The survey tackled this question as well. Unsurprisingly, the NFL is at the top of the list. Here’s the key takeaway from this part of the survey, courtesy of Variety:
“The NFL, NBA, NCAA and MLB are the sports organizations best positioned to benefit from additional viewers resulting from gambling, with around 9 in 10 active or interested in gambling saying they’d be interested in betting on a football game, just over half saying basketball, and a little under half, baseball. The interest in gambling mirrors the overall popularity of these sports. Of note was that 1 in 5 said boxing was a sport they would be interested in having a flutter on, coming in ahead of soccer and golf.”
Naturally, the survey also found that interest would be highest in the biggest events on the sporting calendar, with the Super Bowl being the largest driver. Behind that are events such as the NBA Finals, the World Series, March Madness, and tournaments like the World Cup of soccer.
While 79 percent of respondents indicate that interest would be highest in championship events, 62 percent note that they will likely be even more interested in the teams they follow. Interestingly, 10 percent say that betting could inspire them to watch sports they don’t follow at all.
Sports Viewing Numbers are Already Massive
Here’s one of the more intriguing points to ponder after viewing the results of this survey: Since the viewing numbers for big events are already huge, how much further can they rise?
If we look back to the 2018 rankings of the top single telecasts of the year, courtesy of Nielsen, we find that the top four programs of the year were all NFL broadcasts. If we expand that out to the whole Top 10, five were NFL broadcasts, while another was the College Football championship game on ESPN.

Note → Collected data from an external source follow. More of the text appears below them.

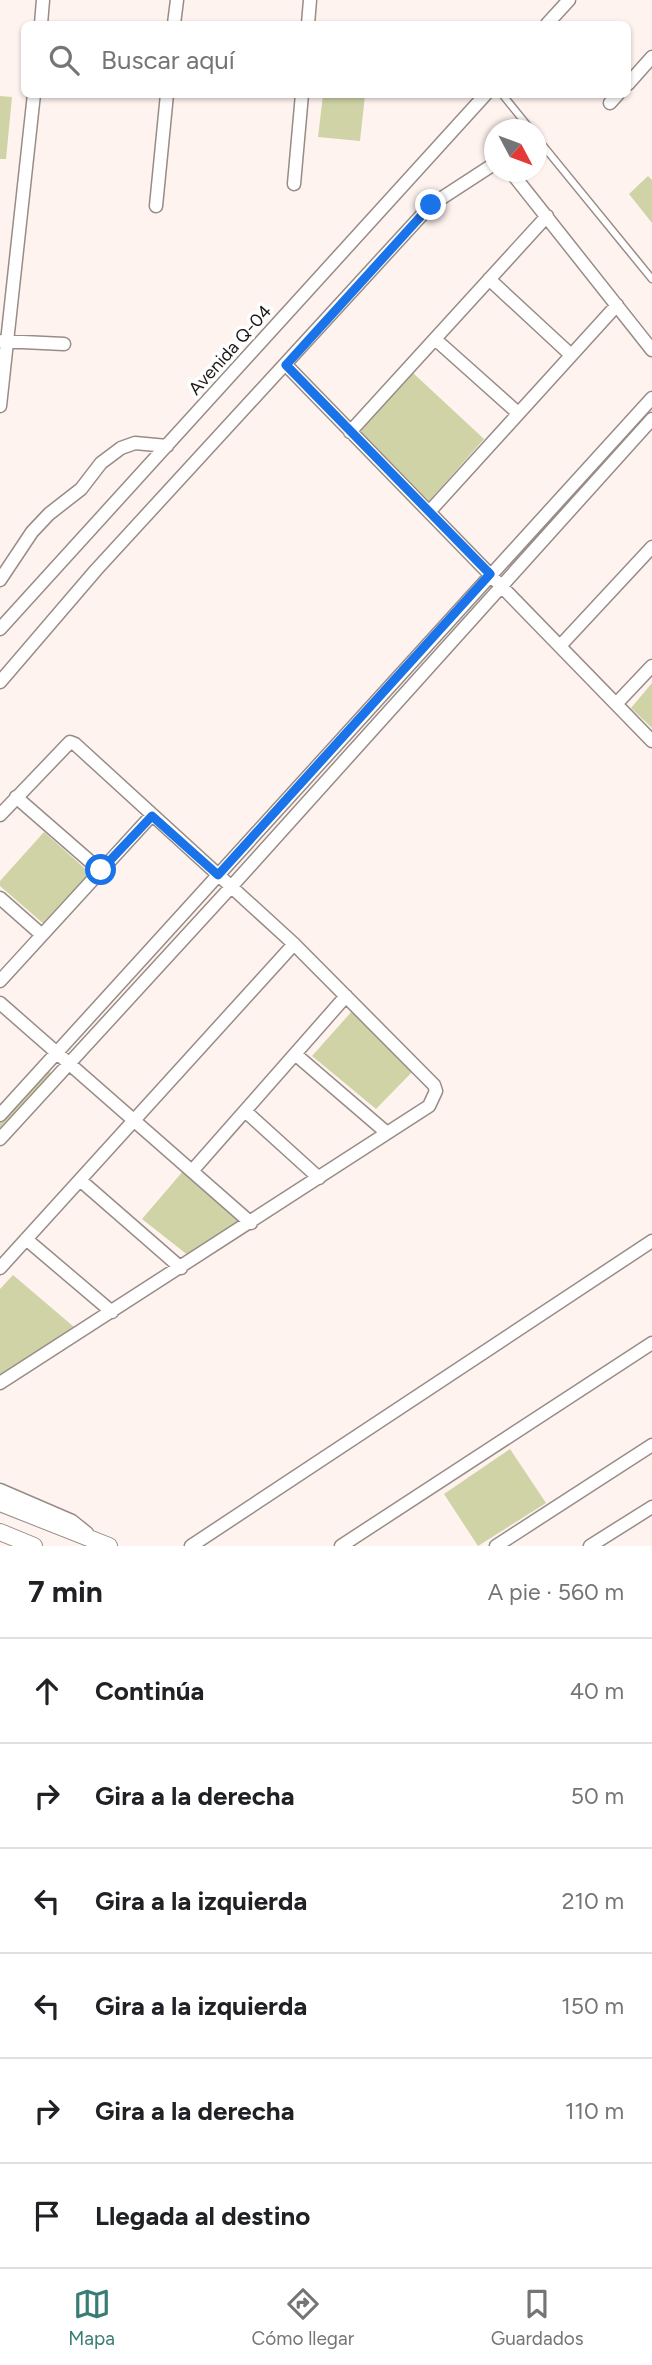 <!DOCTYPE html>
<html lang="es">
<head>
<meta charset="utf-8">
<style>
  :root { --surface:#fff; --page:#f6f6f6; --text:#202124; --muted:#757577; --line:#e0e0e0; --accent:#377d74 }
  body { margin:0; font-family:Figtree,sans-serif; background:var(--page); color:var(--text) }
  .compass { position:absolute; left:484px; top:119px; width:63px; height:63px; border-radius:50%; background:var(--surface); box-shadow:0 2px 5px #0004; rotate:131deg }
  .stop { position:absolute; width:21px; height:21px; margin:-16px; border:5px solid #1a73e8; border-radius:50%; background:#fff }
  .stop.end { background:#1a73e8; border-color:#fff; box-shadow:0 2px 7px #0008 }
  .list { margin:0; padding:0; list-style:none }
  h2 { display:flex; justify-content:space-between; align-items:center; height:91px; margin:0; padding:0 28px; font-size:30px }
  h2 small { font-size:23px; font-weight:400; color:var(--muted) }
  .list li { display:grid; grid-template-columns:46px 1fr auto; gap:21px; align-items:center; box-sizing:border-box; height:105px; padding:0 28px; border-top:2px solid var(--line) }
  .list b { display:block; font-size:26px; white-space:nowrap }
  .list em { font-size:23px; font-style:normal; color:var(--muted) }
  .icon { flex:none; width:38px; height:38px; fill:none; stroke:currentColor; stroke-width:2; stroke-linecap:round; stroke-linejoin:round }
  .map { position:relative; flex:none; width:652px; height:1546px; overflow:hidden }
  .search { position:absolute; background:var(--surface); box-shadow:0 2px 5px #0004; left:21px; right:21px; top:21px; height:77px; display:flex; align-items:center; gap:18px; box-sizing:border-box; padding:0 24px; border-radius:10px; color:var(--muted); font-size:26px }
  .sheet { height:721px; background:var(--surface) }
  nav { display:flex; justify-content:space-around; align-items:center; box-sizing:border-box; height:98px; border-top:2px solid var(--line); background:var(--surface); font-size:19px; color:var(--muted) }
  nav a { display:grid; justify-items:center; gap:4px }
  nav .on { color:var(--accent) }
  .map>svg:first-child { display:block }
  .green { fill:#cfd3a6 }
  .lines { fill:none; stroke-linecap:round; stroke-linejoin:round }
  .service-casing { stroke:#988c87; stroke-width:9 }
  .minor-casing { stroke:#988c87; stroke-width:15 }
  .secondary-casing { stroke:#988c87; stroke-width:18 }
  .service { stroke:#fff; stroke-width:6 }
  .minor { stroke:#fff; stroke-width:12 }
  .secondary { stroke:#fff; stroke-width:16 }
  .route { stroke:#1a73e8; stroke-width:9 }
  .labels { text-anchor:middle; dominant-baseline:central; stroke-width:7; stroke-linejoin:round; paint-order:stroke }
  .street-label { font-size:18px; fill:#1e1917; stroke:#fff }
</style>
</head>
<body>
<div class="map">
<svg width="652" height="1546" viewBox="0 0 652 1546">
  <rect width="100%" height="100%" fill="#fef3ef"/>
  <path class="green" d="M 323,95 L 365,95 L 360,141 L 318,137 Z
    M 0,96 L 12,97 L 6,159 L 0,159 Z
    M 648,176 L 652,180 L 652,223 L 629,194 Z
    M 412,372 L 484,439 L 429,501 L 359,430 Z
    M 652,683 L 652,728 L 631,708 Z
    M 44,832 L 90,873 L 90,879 L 45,925 L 0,886 L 0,881 Z
    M 353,1010 L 415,1069 L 376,1109 L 312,1056 Z
    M 50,1070 L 50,1076 L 0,1130 L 0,1122 Z
    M 184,1170 L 242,1225 L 189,1256 L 142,1219 Z
    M 13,1275 L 74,1327 L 0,1376 L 0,1289 Z
    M 510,1449 L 546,1503 L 478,1546 L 444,1494 Z"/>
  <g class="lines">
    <g class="service-casing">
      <path id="service" d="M 502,94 L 531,130
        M 536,137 L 652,279"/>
    </g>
    <g class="minor-casing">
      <path id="minor" d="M 41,24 L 43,0
        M 174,24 L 177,0
        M 308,24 L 310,0
        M 547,24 L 569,0
        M 628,84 L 652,57
        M 610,103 L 618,94
        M 511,172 L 652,350
        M 294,184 L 302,94
        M 156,206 L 167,94
        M 489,279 L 571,355
        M 435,339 L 518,413
        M 2,341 L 64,344
        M 286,365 L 652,741
        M 0,406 L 34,94
        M 350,432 L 547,216
        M 429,512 L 617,305
        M 0,580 L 32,532 L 49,514 L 81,489 L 101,463 L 121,448 L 135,443 L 167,446
        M 0,629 L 486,94
        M 560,646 L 652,547
        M 0,682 L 96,570 L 431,205 L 494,164
        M 616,704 L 652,666
        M 16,797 L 101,871
        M 0,815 L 70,742 L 75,744 L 294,944 L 434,1085 L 436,1091 L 429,1106 L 0,1383
        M 0,898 L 42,935
        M 0,981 L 152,815
        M 0,1003 L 251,1223
        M 295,1054 L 387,1133
        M 245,1111 L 319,1178
        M 0,1115 L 652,398
        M 0,1139 L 231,887 L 652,419
        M 192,1171 L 346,996
        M 80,1180 L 181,1268
        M 26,1239 L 112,1312
        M 0,1268 L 294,944
        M 0,1490 L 72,1521 L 87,1533
        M 191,1546 L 652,1241
        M 341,1546 L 652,1343
        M 496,1546 L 652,1445
        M 590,1546 L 652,1507"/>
    </g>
    <g class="secondary-casing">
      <path id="secondary" d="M 0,1503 L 109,1546
        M 0,1532 L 34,1546"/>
    </g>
    <use href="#service" class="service"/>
    <use href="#minor" class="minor"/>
    <use href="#secondary" class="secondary"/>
  </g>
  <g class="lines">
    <path class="route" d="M 101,870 L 152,816 L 218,875 L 490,574 L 286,365 L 431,205"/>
  </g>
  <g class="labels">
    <g class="street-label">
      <text transform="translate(230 350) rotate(-48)">Avenida Q-04</text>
    </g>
  </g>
</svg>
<svg class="compass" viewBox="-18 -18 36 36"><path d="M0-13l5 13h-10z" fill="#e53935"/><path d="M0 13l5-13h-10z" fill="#757577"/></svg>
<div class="stop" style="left:101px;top:870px"></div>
<div class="stop end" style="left:431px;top:205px"></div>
<div class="search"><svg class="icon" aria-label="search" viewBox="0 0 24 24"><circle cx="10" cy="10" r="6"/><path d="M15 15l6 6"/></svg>Buscar aquí</div>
</div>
<section class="sheet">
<h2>7 min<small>A pie · 560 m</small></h2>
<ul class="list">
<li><svg class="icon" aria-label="ahead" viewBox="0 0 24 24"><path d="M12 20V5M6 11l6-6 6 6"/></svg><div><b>Continúa</b></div><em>40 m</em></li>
<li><svg class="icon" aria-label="right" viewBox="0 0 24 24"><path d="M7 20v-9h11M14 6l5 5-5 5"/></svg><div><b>Gira a la derecha</b></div><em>50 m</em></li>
<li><svg class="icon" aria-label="left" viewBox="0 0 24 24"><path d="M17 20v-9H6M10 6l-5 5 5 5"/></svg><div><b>Gira a la izquierda</b></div><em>210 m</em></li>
<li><svg class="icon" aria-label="left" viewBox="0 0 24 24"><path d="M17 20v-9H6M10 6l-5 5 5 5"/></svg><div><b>Gira a la izquierda</b></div><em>150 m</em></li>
<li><svg class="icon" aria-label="right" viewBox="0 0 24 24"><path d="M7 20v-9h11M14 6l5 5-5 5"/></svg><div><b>Gira a la derecha</b></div><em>110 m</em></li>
<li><svg class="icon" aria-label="arrive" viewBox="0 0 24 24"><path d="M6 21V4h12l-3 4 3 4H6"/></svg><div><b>Llegada al destino</b></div></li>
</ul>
</section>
<nav>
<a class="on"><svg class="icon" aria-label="map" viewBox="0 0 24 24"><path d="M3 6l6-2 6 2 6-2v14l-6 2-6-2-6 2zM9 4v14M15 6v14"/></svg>Mapa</a>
<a><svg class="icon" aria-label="directions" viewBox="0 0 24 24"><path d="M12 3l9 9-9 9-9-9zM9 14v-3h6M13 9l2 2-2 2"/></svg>Cómo llegar</a>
<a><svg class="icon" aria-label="saved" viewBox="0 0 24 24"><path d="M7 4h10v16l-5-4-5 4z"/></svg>Guardados</a>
</nav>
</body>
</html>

That being the case, it should come as no surprise that major sports leagues are able to command a pretty penny for broadcast rights. For example, the NFL’s TV contracts are set through 2022, but there are already rumblings that a pretty big bidding war is set to break out.
If we add the various streaming and technology giants into the mix with the broadcast networks as expected, then all bets will be off in terms of what the final tally will be. In today’s fractured media landscape in which options rule the day, the NFL is still standing strong as one of the few appointment viewing options out there.
What This All Means for Bettors and Viewers
As opposed to being just a curiosity, interactive broadcasts could become more commonplace. Things like odds, totals, and point spreads may be featured more prominently on the games themselves. It wouldn’t be stunning to see the various broadcasters and leagues take a more proactive approach when it comes to gambling.
Sporting events will continue to attract large amounts of viewers, and that means that broadcast rights fees will grow even larger. Additional competition from streaming and tech companies will force all involved with providing programming to the masses to be at the top of their games.
The biggest beneficiaries of that will be the viewers and bettors. After all, there’s a big trickle-down effect in progress due to the legalization of sports betting.